KTGB'den Gazeteci Akter'in Türkiye'ye Sokulmaması Konusunda Açıklama Geldi

KTGB’den gazeteci Akter’in Türkiye’ye sokulmaması konusunda açıklama…

Bu kez de Aysu Basri Akter… Sırada kim var?

Bundan yaklaşık bir yıl önce; 4. Cumhurbaşkanı Mustafa Akıncı’nın basın ve iletişim danışmanı Ali Bizden ile araştırmacı yazar Ahmet An’ın milli güvenliğe zararlı oldukları gerekçesiyle Türkiye’ye alınmamasıyla başlayan süreçte, bu kez gazeteci Aysu Basri Akter’in girişine izin verilmedi. Çocukları ve eşiyle birlikte tatil yapmak amacıyla Antalya’ya giden eski Bayrak Radyo Televizyon Kurumu Müdürü, Gazeteci Aysu Basri Akter’in
Türkiye’ye alınmaması, halkımızı tedirgin eden sürecin son örneğidir.
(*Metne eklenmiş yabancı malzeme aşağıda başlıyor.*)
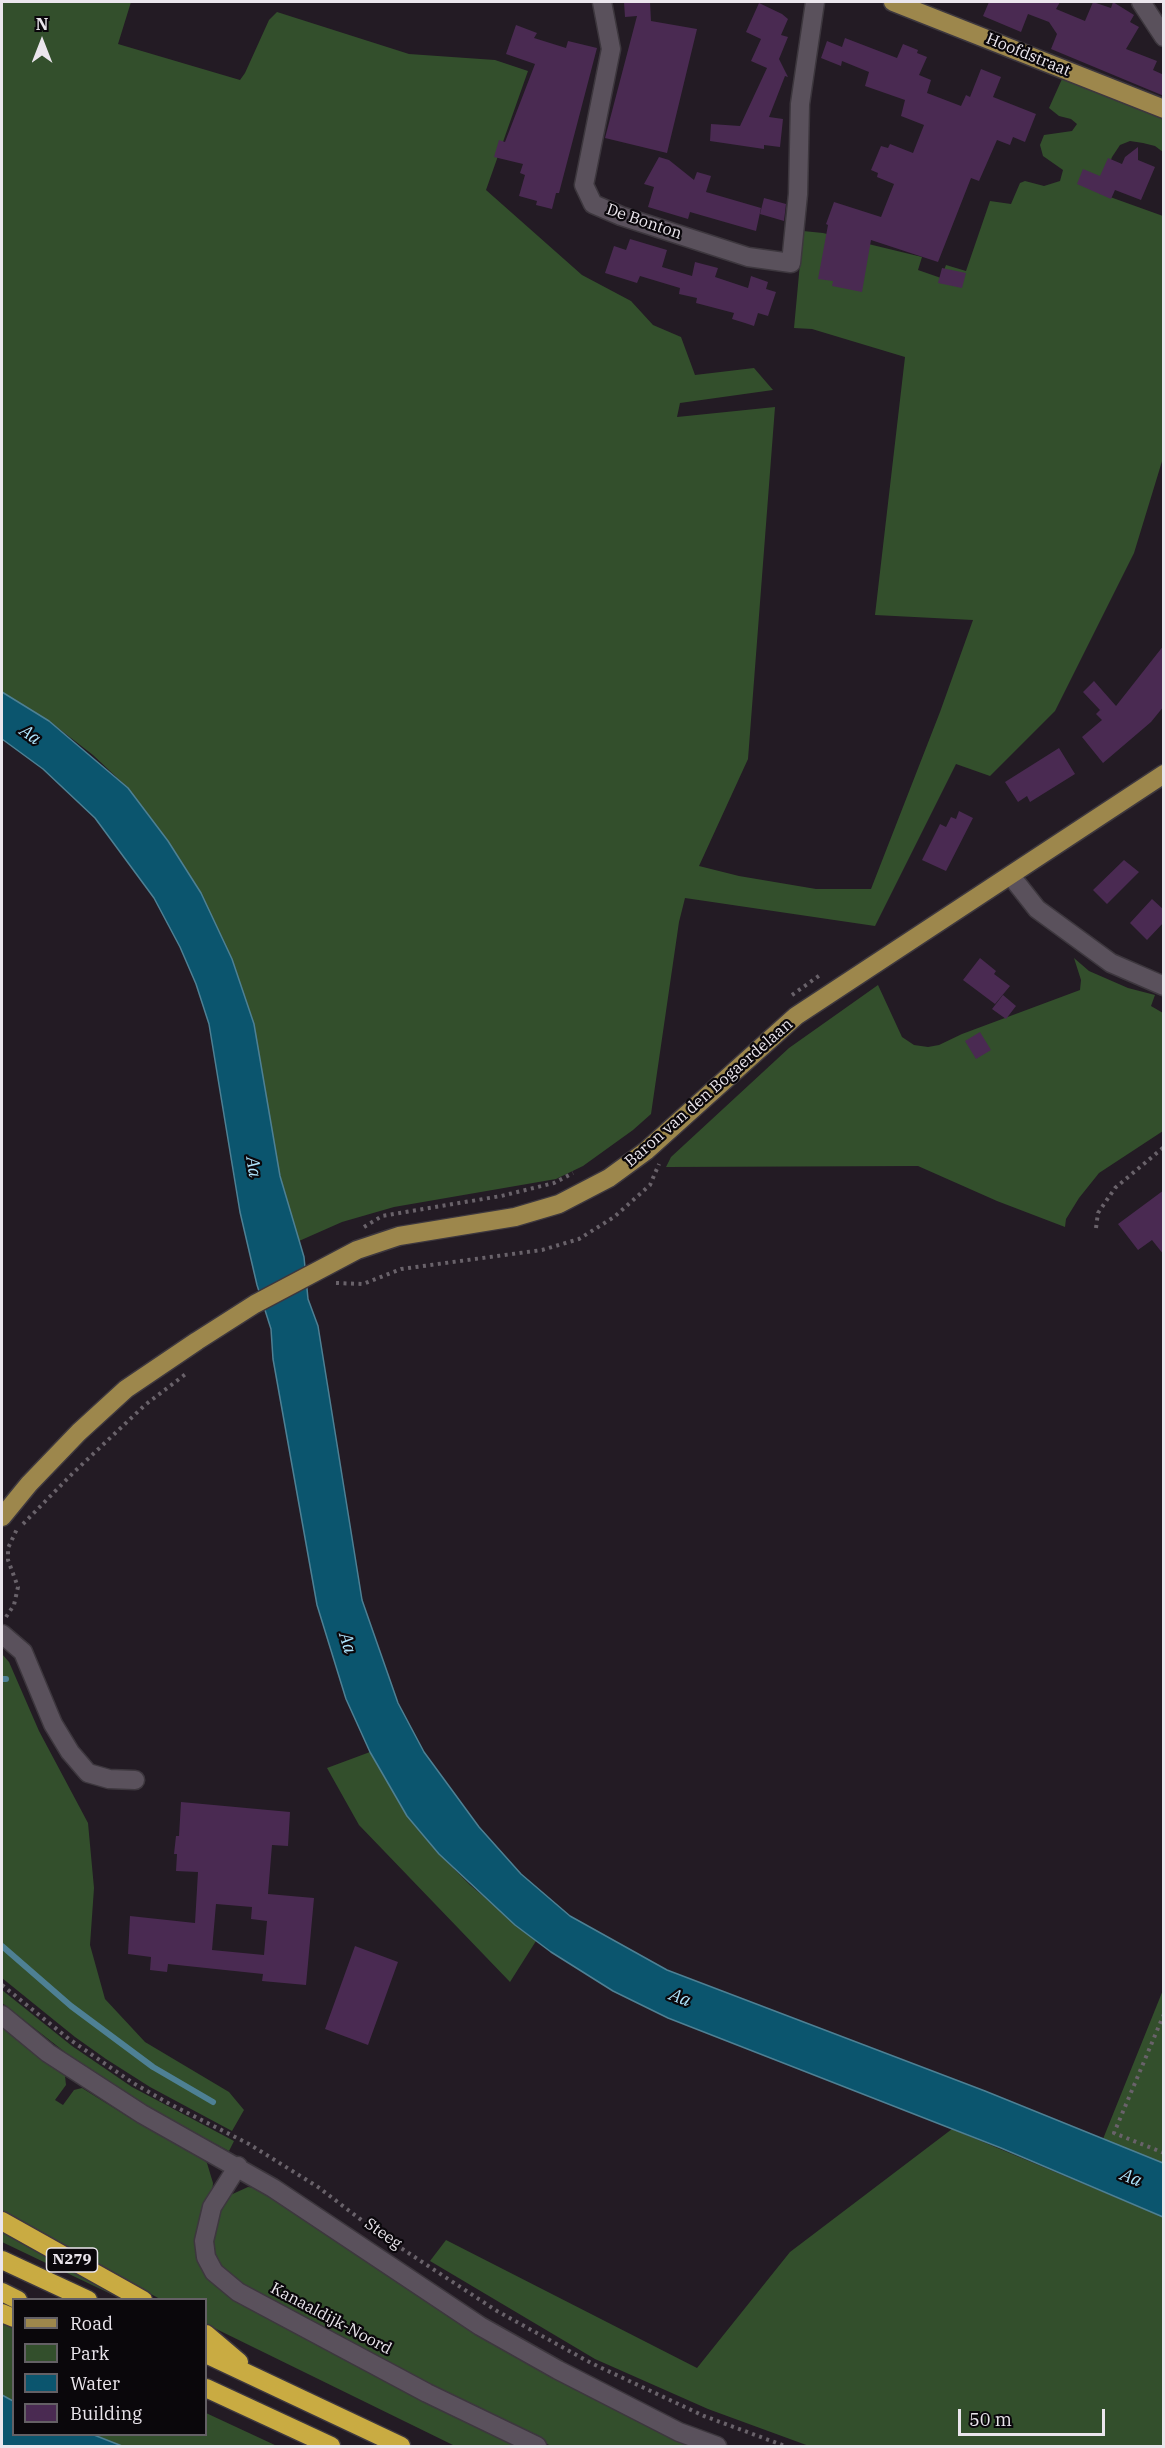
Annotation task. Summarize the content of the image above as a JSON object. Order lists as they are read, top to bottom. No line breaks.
{"streets":{"highway":["N279"],"main road":["Hoofdstraat","Baron van den Bogaerdelaan"],"street":["De Bonton","Steeg","Kanaaldijk-Noord"]},"crossings":[["Steeg","Kanaaldijk-Noord"]],"water":["Aa"],"legend":["Road","Park","Water","Building"],"scale_bar":"50 m","north":"top"}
Gazetecilerin hangi gerekçeyle olursa olsun bir ülkeye girişine engel olunması, ifade ve basın özgürlüğüne darbedir, korku devleti yaratmaya yönelik ciddi bir hamledir.

Kamuoyunda “yasaklılar listesi” olarak anılan ve son olarak Aysu Basri Akter’in çocuklarının gözünün önünde uğradığı haksız muameleyi de; bir gazetecinin geçerli bir neden gösterilmeden seyahat özgürlüğünün kısıtlanmasını da kabul etmiyoruz!
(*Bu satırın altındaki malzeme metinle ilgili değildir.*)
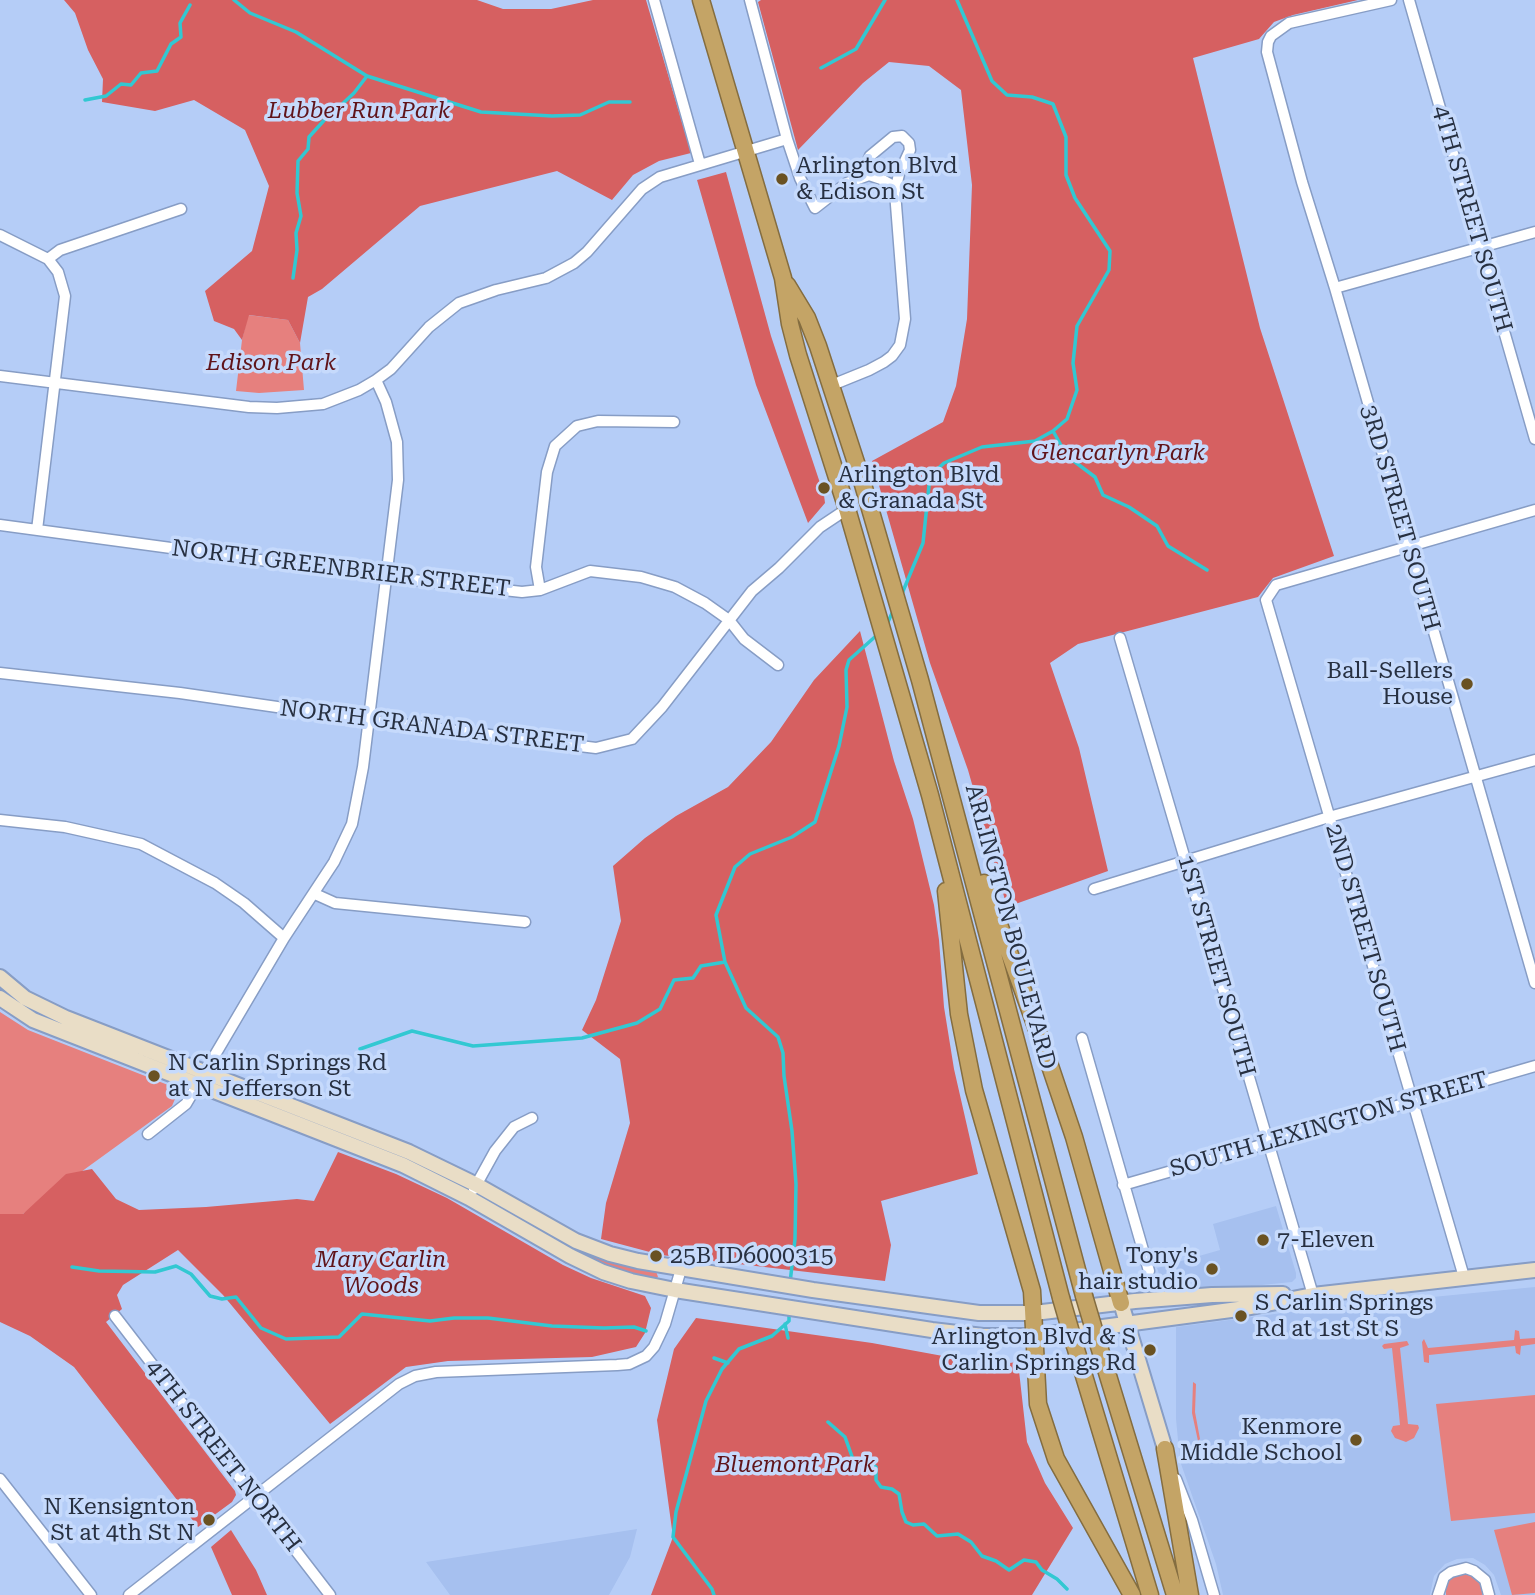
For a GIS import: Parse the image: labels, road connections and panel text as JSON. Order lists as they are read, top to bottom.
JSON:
{
  "streets": {
    "highway": ["ARLINGTON BOULEVARD"],
    "street": [
      "4TH STREET SOUTH",
      "3RD STREET SOUTH",
      "NORTH GREENBRIER STREET",
      "NORTH GRANADA STREET",
      "2ND STREET SOUTH",
      "1ST STREET SOUTH",
      "SOUTH LEXINGTON STREET",
      "4TH STREET NORTH"
    ]
  },
  "crossings": [
    ["3RD STREET SOUTH", "2ND STREET SOUTH"],
    ["NORTH GREENBRIER STREET", "NORTH GRANADA STREET"],
    ["NORTH GRANADA STREET", "ARLINGTON BOULEVARD"],
    ["2ND STREET SOUTH", "SOUTH LEXINGTON STREET"],
    ["1ST STREET SOUTH", "SOUTH LEXINGTON STREET"]
  ],
  "parks": [
    "Lubber Run Park",
    "Edison Park",
    "Glencarlyn Park",
    "Mary Carlin Woods",
    "Bluemont Park"
  ],
  "places": [
    "Arlington Blvd & Edison St",
    "Arlington Blvd & Granada St",
    "Ball-Sellers House",
    "N Carlin Springs Rd at N Jefferson St",
    "7-Eleven",
    "25B ID6000315",
    "Tony's hair studio",
    "S Carlin Springs Rd at 1st St S",
    "Arlington Blvd & S Carlin Springs Rd",
    "Kenmore Middle School",
    "N Kensignton St at 4th St N"
  ]
}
Antalya Havalimanı’nda polis tarafından kendisine daha önceki örneklerden farklı olarak G82 değil bu kez N82 kodlu gerekçe sunulan Akter’in; 19 saat boyunca sağlıksız koşullarda bir nezarethanede tutulması; parasını ödemeyi
teklif etmiş olsa da ilk uçakla değil, sabaha kadar bekletilerek ülkesine gönderilmesi, yapılanların artık psikolojik işkence boyutuna ulaşmış olduğunun göstergesidir.

Yaratılmak istenen bu korku imparatorluğu karşısında, kendi yurttaşlarının, gazetecilerin seyahat özgürlüğünü kısıtlayan bu uygulamalar hakkında Cumhurbaşkanlığı, Başbakanlık ve Dışişleri Bakanlığı’nı dirayetli duruş
sergilemeye ve vatandaşlarının haklarını savunmaya davet ederiz.

Unutulmamalıdır ki, Türkiye’ye alınmama olaylarındaki her örnek, halkın öfkesini ve kırgınlığını artırmaktadır.

Kıbrıs Türk Gazeteciler Birliği, artık rutin hale getirilmek istenen bu durumun sonuna kadar karşısındadır. Yapılanlar; insan haklarına, basın ve ifade özgürlüğüne yönelik bir tehdit olarak görülmektedir. Bu nedenle daha önce de belirttiğimiz gibi; aralarında üyelerimizin de bulunduğu “yasaklı listesi”nin açıklanmasını ve söz konusu listede yer alan gazetecilerin hangi gerekçelerle Türkiye’ye girişlerinin yasaklandığının duyurulmasını bir kez daha talep ediyor; yetkilileri ivedilikle göreve davet ediyoruz.